Uma coisa que é muito complicada hoje em dia é que as pessoas acham que o assédio é só entre o chefe e o funcionário, ou colega com outro colega. Isso é um tipo de assédio, mas tem o assédio que chamamos de organizacional, que é o assédio construído pela cultura, pelos métodos da organização e que acaba levando a esses outros tipos de assédio também.

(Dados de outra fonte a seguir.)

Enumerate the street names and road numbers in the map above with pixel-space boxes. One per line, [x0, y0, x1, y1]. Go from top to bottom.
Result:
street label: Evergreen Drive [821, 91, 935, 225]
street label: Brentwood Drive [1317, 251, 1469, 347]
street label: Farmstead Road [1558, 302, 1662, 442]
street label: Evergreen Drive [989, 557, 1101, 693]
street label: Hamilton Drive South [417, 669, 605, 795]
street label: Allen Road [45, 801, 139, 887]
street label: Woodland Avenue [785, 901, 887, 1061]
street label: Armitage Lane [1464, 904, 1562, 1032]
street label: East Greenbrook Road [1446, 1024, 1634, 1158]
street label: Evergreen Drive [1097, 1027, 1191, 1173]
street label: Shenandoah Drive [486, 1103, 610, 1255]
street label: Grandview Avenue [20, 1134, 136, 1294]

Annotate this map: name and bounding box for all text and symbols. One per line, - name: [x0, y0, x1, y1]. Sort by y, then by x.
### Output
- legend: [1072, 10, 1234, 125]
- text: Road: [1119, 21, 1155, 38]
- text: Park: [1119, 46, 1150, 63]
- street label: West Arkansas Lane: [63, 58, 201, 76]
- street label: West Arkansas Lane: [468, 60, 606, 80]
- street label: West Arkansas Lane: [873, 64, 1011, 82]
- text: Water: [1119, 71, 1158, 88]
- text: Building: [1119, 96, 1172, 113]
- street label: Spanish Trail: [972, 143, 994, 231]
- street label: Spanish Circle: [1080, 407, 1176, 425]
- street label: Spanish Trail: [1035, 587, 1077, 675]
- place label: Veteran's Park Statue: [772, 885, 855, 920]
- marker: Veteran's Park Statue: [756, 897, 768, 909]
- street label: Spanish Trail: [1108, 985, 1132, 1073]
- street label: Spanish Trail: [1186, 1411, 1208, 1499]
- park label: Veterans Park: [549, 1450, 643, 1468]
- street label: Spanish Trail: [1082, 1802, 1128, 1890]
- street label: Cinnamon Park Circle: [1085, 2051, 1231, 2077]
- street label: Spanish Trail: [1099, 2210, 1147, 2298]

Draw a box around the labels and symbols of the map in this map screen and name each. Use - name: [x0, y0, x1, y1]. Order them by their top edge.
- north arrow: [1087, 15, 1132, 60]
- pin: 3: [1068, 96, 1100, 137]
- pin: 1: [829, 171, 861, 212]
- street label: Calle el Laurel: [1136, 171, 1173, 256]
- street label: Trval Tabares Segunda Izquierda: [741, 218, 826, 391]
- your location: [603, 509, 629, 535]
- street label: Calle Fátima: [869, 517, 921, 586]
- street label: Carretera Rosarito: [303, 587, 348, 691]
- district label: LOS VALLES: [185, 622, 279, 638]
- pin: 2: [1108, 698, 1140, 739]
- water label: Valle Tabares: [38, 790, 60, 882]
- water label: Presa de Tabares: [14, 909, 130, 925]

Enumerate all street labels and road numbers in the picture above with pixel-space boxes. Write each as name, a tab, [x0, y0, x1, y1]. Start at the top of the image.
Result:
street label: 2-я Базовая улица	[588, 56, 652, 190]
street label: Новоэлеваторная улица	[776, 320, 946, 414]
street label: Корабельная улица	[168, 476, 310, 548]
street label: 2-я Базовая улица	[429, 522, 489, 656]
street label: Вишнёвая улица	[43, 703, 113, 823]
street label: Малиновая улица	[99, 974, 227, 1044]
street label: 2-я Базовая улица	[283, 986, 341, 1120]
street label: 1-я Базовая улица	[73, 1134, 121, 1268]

É aquele assédio em cima de metas impossíveis de alcançar, extremamente difíceis, que para consegui-las, as pessoas se matam. São aparentemente muito objetivas, mas para conseguir isso as pessoas se matam e matam os outros.
Mas isso é construído em termos da própria estruturação da instituição, ela própria coloca coisas impossíveis.
É possível mudar isso?
Não é nada simples. Eu fui numa empresa que é considerada o ícone da modernidade, ela tem um programa chamado gestão à vista. São quadros que dizem quanto de produção em termos de número cada pedacinho da empresa tem que ter, tem que produzir tanto disso e tanto daquilo, em cada área, no RH, quantas seleções, etc.
Ai quando você pergunta para os funcionários, vocês conseguem atingir esses números? Eles respondiam: preciso me matar para conseguir esse resultado. Só que se eles conseguirem esse, o próximo será maior. É impossível trabalhar desse jeito. Por isso, mexer com esse tipo de coisa acaba evitando até assédio.
Uma das chaves para lidar com a questão é a humanização do trabalho, isso para mim é o básico.
A Sra. disse que entre a saúde e a doença tem uma parte intermediaria, o que a senhora quer dizer com isso?
Na verdade o que é estar totalmente saudável? Será que é não ter nenhuma angústia, nenhum tipo de dúvida? Saudável é o ideal na verdade, totalmente saudável não quer dizer não ter angústia, não ter problemas.
Tem muitas coisas que podem influenciar e fazer com que se desequilibre. Quanto maior o desequilíbrio, mais você vai se aproximando dos estados realmente de doença. Só que até que esse desequilíbrio se manifeste fisicamente, ou organicamente, tem um tempo. Nesse tempo você já sente o desequilíbrio, a pessoa já não se sente bem. Pode observar, tem vezes que a pessoa está se queixando, diz não estar bem, não está normal, tem a queixa, vai ao médico, faz quinhentos exames e não dá nada, mas ela já não está se sentindo bem e aí você pode esperar que daqui a um tempo variável vai aparecer uma coisa concreta.
Até manifestar no físico a pessoa já não estava bem.